***** Data for review

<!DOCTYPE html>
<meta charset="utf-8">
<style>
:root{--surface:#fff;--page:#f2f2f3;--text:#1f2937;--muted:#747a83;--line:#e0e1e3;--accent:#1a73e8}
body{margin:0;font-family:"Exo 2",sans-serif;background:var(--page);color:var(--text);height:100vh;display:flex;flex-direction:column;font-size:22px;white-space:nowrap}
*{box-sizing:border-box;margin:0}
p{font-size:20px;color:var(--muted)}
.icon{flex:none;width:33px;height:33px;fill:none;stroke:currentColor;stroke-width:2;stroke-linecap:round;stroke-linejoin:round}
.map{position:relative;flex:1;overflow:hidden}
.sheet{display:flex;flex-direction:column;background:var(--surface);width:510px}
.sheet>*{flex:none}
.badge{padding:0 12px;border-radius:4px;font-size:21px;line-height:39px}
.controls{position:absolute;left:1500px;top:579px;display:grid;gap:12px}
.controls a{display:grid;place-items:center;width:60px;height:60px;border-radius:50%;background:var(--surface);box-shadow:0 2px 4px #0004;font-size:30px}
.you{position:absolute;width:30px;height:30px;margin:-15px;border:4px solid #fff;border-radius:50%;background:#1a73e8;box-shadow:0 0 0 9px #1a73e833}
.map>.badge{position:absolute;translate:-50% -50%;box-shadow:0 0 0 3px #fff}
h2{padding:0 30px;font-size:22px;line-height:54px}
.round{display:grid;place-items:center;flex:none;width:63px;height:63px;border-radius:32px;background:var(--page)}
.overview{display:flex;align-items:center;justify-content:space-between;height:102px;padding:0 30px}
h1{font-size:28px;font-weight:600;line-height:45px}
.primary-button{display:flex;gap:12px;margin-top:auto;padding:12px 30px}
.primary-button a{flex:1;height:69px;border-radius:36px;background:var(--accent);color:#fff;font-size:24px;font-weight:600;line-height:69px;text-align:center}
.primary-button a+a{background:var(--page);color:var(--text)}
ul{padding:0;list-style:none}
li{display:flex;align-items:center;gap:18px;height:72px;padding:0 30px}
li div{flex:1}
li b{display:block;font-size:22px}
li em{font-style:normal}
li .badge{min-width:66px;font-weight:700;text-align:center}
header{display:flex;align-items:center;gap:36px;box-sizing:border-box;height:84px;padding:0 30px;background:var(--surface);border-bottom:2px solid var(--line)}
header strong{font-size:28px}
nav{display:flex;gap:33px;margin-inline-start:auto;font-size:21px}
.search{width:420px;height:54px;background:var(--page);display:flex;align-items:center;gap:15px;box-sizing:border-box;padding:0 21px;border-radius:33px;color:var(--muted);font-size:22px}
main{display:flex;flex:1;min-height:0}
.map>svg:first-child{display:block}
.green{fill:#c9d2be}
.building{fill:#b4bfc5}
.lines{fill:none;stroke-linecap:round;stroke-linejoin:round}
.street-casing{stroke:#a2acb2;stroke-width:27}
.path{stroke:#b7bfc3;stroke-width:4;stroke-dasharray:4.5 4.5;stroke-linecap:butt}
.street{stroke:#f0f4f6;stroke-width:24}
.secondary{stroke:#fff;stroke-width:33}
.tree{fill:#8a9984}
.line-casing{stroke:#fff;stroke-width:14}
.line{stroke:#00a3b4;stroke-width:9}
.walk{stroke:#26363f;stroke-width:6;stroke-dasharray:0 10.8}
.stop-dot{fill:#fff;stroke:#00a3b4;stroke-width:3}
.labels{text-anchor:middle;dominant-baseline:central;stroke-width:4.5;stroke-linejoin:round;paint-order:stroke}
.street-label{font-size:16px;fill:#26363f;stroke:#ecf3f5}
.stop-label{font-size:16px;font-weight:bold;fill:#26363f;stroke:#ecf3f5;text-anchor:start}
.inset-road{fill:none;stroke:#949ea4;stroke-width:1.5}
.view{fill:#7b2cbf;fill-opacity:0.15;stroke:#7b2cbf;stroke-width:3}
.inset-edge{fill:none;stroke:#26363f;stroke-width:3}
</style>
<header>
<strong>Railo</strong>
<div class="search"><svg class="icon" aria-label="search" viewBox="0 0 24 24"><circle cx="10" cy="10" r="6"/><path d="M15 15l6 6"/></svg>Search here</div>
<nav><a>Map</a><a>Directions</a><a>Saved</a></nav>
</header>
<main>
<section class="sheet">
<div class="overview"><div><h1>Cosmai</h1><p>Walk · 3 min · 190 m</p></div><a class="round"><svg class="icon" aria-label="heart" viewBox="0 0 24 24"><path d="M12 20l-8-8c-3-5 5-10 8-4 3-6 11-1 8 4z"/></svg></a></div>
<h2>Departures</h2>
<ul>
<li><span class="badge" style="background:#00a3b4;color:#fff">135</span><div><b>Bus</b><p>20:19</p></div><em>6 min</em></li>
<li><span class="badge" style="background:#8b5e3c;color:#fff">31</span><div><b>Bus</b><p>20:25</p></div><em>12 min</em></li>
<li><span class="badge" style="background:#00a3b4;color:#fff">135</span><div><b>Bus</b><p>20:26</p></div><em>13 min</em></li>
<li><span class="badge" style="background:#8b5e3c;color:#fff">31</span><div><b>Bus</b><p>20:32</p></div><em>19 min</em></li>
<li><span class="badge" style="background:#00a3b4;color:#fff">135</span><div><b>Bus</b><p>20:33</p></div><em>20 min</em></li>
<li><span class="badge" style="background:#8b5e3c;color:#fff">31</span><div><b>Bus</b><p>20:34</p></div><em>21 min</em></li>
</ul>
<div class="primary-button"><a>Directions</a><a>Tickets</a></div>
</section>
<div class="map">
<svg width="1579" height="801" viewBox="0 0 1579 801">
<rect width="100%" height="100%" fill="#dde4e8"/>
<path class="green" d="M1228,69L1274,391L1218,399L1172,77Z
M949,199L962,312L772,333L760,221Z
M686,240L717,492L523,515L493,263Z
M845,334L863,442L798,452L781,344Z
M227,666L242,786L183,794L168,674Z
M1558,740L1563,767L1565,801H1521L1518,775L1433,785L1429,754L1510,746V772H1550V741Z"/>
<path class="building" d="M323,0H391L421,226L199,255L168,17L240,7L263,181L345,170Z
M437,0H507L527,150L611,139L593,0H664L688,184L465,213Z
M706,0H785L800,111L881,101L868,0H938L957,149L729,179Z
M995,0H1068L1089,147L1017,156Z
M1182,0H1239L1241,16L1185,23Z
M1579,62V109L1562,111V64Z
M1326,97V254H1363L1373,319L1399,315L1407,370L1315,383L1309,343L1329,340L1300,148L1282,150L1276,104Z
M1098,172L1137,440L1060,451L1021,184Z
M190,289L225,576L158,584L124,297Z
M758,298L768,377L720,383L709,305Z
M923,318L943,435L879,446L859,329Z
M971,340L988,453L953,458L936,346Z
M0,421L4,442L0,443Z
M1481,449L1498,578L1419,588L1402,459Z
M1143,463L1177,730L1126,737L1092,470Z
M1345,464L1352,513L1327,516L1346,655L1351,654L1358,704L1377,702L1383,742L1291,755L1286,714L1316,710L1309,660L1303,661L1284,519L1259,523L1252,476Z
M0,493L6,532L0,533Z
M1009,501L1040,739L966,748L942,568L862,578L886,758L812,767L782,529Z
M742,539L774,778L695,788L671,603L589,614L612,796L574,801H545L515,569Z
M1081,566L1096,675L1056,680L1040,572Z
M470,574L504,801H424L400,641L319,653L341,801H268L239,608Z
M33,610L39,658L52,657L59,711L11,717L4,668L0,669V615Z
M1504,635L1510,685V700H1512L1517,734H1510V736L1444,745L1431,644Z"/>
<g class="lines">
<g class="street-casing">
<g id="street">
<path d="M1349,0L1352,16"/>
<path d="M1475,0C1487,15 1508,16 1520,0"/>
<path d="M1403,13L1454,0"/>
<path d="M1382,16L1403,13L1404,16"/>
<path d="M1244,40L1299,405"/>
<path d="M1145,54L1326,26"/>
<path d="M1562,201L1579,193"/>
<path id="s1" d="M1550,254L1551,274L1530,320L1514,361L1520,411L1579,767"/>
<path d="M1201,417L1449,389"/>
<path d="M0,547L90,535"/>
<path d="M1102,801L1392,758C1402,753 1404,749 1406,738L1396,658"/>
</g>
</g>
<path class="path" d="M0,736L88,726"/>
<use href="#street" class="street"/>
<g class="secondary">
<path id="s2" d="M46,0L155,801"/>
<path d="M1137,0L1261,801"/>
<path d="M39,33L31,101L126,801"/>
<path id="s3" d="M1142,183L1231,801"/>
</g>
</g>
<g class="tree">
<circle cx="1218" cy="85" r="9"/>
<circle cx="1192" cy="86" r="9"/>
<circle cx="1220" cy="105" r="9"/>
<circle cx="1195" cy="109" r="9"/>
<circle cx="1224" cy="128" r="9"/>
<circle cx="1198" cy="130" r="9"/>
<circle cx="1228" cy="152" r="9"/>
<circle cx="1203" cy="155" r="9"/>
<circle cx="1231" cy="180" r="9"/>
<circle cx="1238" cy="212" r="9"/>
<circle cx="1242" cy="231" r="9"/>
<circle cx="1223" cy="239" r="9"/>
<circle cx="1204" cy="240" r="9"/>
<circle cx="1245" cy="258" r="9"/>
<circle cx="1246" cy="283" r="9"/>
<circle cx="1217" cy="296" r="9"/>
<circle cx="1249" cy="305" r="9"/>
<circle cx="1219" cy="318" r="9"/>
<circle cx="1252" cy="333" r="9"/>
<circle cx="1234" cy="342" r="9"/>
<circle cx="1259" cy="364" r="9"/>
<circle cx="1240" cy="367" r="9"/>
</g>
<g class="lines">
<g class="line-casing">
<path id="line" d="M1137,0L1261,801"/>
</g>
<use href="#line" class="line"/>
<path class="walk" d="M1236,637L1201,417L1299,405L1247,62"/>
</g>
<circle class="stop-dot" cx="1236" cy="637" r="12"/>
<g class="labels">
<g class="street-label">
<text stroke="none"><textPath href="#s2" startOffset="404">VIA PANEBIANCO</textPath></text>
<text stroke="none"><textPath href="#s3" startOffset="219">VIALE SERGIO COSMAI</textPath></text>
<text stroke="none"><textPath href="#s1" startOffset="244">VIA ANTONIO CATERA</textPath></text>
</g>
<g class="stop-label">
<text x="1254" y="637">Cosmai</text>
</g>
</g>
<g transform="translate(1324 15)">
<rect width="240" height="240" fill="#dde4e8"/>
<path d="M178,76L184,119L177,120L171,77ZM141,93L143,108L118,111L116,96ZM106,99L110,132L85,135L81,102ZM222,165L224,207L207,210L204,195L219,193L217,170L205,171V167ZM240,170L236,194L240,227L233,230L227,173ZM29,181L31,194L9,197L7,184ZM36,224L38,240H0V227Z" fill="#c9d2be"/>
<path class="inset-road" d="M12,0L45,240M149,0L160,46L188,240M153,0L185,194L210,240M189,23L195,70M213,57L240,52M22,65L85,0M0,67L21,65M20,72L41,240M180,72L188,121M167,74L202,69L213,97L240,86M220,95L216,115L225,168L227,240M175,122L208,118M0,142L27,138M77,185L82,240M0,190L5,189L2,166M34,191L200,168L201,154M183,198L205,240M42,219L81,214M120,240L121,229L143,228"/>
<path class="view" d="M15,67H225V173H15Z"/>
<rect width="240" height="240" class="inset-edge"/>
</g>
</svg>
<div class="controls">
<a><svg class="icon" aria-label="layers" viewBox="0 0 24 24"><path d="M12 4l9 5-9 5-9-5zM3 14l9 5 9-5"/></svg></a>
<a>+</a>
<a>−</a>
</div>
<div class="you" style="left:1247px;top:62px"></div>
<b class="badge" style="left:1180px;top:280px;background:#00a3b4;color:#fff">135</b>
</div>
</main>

**********

■ Work task
Find the number of lines in the entries above that hold the string "sheet", and write only that number.

■ Solution to this problem
3